まるで心臓の鼓動みたいで何故か落ち着く。

「…黄瀬は」

赤司くんがまたスリーポイントを構える。

「黄瀬はきっと名字の力が必要になるよ。」

「そんなことないよ、黄瀬くんはなんでも出来るからすぐ一軍のスタメンになりそう。」

「まあそうだろうね、でも。」

赤司くんのスリーポイントが決まると彼はボールを拾い規則正しいドリブルをしながらまたスリーポイントラインに戻る。

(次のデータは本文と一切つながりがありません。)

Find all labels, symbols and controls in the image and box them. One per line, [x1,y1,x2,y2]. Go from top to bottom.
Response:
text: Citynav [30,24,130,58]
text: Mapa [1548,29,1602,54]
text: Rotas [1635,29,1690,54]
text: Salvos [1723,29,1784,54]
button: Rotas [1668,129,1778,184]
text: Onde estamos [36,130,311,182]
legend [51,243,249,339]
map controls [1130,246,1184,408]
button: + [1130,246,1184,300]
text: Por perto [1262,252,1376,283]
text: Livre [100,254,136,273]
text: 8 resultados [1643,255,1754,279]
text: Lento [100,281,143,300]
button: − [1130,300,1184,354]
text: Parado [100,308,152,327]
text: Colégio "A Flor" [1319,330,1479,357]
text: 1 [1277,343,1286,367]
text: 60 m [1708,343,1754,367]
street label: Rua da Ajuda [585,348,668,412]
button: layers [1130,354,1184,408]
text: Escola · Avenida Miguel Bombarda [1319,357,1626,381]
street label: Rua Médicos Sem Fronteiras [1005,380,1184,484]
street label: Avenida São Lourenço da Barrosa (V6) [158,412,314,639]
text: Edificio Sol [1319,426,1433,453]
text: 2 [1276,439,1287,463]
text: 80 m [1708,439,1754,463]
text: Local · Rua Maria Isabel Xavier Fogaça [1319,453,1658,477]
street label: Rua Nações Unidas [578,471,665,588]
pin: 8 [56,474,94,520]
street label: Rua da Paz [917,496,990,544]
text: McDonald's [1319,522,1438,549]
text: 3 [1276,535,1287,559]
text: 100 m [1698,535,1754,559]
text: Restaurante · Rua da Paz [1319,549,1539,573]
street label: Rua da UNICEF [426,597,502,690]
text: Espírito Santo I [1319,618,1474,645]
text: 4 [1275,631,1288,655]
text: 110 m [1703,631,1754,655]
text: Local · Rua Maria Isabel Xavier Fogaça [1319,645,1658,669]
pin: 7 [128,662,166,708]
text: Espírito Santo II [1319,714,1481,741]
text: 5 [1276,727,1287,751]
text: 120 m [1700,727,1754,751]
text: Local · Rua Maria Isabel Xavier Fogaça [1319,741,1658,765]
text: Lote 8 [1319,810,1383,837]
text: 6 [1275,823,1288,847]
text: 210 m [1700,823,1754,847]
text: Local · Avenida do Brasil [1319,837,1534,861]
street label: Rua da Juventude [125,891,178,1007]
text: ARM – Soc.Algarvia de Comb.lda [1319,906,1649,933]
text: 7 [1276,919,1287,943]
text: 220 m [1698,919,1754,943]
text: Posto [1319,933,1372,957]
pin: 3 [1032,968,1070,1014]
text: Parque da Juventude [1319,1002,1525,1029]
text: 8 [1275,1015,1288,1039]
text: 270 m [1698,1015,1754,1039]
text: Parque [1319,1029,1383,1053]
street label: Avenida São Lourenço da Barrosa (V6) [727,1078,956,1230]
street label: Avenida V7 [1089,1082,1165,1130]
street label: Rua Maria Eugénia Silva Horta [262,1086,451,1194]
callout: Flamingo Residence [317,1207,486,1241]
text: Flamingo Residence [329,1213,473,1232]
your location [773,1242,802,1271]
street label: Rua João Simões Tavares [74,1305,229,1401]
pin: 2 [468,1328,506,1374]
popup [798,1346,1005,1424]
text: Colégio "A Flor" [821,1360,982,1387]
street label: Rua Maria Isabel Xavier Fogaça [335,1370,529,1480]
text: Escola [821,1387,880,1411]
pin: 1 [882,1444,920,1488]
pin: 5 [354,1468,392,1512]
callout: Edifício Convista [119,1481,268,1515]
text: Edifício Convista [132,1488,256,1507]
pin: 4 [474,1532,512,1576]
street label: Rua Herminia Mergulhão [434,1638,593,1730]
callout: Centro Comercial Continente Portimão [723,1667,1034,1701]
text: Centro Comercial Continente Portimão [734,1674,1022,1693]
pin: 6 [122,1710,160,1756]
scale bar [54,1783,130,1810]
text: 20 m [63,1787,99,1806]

「経験がない分、理論を積み上げて努力をしてきた名字の力が絶対に必要になる。
今はぶつかってばかりだけど、名字だって心底黄瀬を嫌ってはいないはずだ。」

スリーポイントのモーションに入る赤司くんを何も言わず眺める。

「明日から黄瀬は一軍に上がる。そこで黄瀬の教育係は黒子に任せようと思う。」

「え?」

赤司くんのスリーポイントがまた決まる。
でも、ボールは取りに行かず私の方に振り返る。


「黒子と黄瀬、最初は合わないだろう。
黄瀬は自分より下だと見たら君も知るような態度だ。
…でも、俺には考えがある。」

「考えって?」

「今は言えない。でも君の力も必要だからね。
また近々お願いすることがあると思う。」



赤司くんは本当に不思議な人だ。
なにもかも見えているように話すし、人に言葉をかけるのも上手くてとても同い年には見えない。


「…私、赤司くんには一生かかっても勝てないかも。」

「俺は負けたことがないからね。」

「でもいつか、めちゃくちゃ意外な人に負けたりして。」


彼がいうように今は喧嘩してばかりの私と黄瀬くんだけど、本当にいつか上手くやれるのだろうか。
でも赤司くんが言うのだから不思議と本当にそうなりそうな気がした。


そんな昼休みの一コマであった。